Матях затаился, прислушиваясь к разговору. По всему выходило, местные отцы-командиры должны были принять его за своего. Но вот что они станут делать с «неизвестным солдатом», не имеющим документов и знакомых?

— Молебен благодарственный я сегодня закажу, — сообщил Илья Федотович, — за благополучное и бескровное окончание похода. Прикажу служивого в храм принести. Может, Господь ему разум и вернет.
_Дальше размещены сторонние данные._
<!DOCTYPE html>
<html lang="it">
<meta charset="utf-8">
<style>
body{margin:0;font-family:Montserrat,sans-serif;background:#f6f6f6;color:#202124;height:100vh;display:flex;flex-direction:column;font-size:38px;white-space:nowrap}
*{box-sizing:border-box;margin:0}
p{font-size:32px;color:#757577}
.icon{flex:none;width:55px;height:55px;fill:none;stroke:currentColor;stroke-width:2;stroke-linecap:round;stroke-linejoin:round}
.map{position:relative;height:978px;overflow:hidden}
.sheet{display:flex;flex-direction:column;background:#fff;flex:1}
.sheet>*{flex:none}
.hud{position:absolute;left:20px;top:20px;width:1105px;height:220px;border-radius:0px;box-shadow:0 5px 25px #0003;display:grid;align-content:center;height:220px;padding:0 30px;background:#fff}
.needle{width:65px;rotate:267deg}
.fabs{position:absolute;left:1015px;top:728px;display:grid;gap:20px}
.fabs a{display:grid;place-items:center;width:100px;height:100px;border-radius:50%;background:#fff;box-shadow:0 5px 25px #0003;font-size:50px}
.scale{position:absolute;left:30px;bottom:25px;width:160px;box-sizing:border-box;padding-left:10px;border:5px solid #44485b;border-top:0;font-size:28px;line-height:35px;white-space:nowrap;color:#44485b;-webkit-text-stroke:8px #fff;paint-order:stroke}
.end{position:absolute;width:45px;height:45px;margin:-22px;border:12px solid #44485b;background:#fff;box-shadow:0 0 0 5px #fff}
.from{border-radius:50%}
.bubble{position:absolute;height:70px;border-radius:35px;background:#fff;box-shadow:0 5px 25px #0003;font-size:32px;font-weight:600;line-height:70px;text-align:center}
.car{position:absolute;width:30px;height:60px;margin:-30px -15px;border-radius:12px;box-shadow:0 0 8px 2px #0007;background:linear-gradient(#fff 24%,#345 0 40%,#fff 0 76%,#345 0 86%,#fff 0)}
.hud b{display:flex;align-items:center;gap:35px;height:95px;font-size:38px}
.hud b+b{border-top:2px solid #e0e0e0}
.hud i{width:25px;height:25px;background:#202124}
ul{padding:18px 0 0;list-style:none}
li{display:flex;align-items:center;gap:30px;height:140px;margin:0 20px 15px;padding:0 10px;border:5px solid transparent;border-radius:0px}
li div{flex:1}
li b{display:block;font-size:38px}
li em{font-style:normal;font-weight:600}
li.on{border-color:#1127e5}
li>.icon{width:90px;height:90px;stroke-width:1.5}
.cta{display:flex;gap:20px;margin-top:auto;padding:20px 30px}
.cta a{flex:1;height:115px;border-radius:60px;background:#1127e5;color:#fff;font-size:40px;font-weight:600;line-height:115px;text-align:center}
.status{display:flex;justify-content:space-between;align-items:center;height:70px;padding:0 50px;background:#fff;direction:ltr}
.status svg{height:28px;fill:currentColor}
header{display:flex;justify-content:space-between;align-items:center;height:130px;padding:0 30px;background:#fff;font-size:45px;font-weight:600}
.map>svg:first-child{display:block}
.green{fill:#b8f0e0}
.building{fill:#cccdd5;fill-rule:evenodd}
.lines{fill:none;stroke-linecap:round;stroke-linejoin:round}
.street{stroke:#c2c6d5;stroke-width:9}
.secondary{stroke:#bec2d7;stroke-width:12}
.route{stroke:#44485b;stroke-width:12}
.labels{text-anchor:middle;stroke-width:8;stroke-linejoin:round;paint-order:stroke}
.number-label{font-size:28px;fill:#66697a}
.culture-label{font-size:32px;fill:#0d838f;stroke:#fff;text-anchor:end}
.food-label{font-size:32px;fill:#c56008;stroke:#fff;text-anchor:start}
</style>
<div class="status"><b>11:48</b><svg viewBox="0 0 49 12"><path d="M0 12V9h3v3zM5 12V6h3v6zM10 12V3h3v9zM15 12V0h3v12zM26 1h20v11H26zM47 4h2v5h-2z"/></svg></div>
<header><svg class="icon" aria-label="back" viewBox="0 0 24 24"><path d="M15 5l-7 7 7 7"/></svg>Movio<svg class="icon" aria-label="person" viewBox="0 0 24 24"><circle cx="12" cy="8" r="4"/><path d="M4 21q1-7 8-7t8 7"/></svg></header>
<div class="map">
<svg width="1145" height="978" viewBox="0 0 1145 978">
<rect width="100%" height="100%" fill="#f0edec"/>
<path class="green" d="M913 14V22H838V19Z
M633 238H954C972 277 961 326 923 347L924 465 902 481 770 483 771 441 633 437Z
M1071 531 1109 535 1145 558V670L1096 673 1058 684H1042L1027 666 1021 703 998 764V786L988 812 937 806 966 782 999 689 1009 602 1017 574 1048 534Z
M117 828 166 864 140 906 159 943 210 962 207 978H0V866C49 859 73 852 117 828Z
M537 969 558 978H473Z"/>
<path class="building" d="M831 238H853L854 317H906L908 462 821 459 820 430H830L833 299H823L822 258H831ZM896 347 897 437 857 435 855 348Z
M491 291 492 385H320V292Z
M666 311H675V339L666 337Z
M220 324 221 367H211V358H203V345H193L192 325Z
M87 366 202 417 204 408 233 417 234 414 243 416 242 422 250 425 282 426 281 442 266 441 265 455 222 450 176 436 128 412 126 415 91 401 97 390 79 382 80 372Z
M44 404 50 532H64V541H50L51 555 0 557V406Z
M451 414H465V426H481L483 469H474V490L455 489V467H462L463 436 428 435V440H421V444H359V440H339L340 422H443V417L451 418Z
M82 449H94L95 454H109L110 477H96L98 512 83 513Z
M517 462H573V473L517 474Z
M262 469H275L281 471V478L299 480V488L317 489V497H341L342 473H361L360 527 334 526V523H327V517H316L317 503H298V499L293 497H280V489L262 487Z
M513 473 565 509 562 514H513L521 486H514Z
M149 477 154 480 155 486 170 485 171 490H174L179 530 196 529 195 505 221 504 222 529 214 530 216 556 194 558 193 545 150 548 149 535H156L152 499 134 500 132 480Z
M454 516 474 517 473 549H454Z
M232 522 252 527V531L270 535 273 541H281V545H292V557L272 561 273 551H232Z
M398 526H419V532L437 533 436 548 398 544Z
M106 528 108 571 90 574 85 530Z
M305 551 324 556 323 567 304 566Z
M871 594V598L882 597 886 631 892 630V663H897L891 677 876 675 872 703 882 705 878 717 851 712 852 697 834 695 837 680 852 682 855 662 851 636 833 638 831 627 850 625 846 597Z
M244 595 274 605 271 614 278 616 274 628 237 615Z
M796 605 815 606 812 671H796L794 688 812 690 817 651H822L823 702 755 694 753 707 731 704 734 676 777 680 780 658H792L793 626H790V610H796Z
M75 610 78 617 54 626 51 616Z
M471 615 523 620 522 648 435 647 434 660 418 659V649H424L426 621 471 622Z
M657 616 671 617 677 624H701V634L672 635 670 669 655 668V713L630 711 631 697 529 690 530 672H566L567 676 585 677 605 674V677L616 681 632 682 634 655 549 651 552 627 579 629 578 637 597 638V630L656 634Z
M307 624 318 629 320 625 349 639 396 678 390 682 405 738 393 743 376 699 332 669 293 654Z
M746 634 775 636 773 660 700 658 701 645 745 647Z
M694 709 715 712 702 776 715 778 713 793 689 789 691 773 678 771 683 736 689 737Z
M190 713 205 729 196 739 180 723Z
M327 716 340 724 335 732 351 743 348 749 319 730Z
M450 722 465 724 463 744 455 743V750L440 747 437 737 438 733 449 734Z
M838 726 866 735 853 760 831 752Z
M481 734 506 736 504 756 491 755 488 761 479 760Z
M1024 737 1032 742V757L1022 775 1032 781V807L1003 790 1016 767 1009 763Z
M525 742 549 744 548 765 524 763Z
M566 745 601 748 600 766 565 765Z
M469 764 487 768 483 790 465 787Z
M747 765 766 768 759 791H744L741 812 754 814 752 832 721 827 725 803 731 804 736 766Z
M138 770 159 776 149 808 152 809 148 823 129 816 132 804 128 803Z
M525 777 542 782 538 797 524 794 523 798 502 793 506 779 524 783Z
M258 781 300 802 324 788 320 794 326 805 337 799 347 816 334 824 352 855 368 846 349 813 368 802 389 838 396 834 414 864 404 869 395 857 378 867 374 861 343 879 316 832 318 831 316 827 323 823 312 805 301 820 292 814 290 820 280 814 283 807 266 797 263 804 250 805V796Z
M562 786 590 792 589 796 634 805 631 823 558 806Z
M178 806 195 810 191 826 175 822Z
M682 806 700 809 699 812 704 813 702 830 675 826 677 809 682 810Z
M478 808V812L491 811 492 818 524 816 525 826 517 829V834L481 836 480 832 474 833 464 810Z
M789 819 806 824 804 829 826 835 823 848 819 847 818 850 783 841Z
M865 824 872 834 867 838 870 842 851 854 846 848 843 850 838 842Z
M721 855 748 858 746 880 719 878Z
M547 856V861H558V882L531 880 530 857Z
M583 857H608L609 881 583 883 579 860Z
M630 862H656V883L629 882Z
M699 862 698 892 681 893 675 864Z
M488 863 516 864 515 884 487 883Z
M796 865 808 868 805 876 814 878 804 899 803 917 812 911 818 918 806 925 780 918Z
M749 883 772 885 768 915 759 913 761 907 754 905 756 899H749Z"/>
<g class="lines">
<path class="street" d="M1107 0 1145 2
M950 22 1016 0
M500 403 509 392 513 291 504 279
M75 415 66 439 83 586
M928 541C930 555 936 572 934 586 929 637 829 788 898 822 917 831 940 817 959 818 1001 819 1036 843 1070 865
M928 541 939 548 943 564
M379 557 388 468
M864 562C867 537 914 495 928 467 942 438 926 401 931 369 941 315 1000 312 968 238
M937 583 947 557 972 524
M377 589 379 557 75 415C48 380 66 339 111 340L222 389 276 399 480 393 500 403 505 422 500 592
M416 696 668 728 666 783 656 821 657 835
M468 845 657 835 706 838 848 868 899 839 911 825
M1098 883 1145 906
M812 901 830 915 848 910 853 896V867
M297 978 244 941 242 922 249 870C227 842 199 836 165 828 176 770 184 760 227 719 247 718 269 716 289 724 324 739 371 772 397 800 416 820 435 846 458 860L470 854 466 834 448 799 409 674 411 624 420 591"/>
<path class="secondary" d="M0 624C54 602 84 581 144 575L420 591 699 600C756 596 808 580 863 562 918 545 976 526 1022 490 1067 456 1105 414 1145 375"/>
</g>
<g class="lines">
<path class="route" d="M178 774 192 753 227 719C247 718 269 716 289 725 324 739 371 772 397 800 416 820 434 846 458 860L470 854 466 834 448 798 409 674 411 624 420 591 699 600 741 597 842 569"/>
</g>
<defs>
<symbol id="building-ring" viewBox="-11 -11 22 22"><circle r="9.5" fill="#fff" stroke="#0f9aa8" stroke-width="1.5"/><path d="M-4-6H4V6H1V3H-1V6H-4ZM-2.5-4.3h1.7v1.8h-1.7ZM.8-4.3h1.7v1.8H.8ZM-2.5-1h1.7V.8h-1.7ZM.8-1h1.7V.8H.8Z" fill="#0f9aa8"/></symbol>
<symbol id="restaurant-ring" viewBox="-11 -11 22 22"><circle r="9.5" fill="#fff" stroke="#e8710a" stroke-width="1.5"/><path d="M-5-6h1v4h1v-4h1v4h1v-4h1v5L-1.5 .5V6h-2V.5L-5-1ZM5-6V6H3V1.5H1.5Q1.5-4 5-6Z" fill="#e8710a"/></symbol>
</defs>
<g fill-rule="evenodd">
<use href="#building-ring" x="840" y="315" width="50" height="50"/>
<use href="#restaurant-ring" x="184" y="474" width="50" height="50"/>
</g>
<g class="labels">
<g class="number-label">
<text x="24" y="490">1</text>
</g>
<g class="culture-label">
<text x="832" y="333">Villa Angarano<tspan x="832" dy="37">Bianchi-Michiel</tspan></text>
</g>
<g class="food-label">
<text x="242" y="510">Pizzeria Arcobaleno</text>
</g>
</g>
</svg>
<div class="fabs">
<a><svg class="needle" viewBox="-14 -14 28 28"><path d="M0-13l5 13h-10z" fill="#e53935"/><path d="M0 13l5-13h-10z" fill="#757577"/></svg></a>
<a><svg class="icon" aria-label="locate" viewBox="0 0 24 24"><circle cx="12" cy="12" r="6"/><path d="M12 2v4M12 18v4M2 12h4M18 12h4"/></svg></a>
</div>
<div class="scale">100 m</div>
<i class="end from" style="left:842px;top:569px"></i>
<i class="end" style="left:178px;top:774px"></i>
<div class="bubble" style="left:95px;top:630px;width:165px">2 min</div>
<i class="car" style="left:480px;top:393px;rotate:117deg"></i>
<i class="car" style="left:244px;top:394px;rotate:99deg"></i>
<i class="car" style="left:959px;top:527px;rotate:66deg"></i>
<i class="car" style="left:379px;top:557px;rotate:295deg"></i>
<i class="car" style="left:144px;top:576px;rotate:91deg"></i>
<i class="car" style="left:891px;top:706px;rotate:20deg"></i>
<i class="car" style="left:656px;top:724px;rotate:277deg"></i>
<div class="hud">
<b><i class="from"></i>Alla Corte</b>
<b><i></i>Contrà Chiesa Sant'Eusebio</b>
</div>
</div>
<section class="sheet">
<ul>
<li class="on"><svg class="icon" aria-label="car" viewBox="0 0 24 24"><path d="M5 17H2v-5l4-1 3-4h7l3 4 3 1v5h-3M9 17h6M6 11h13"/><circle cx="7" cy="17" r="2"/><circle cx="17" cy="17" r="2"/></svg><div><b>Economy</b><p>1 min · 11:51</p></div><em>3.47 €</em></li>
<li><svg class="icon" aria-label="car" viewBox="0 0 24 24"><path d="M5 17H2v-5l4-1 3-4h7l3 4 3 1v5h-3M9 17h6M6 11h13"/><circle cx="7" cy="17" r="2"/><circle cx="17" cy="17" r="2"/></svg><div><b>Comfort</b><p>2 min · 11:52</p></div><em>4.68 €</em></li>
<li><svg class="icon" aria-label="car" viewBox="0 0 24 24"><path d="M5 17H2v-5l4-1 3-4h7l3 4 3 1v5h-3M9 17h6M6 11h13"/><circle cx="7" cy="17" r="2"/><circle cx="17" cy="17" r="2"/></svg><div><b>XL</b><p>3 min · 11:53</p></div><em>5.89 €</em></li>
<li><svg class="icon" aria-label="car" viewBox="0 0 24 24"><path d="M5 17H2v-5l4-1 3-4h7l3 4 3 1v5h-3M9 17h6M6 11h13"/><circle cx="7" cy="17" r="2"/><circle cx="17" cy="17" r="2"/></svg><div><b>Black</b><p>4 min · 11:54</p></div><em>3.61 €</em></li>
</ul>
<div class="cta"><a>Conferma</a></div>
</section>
— А коли не поможет, — добавил воевода, — можно в Белозерский монастырь его отправить. Тамошние монахи бесов изгонять издавна навострились. Именем Божьим и преподобного Кирилла, [62] святой иконой Смоленской Богоматери.

— Нет, в монахи не хочу! — испугался Матях. Перспектива провести всю жизнь в темной келье его отнюдь не обрадовала. Тем более что «память» таким путем ему все равно никто вернуть не сможет.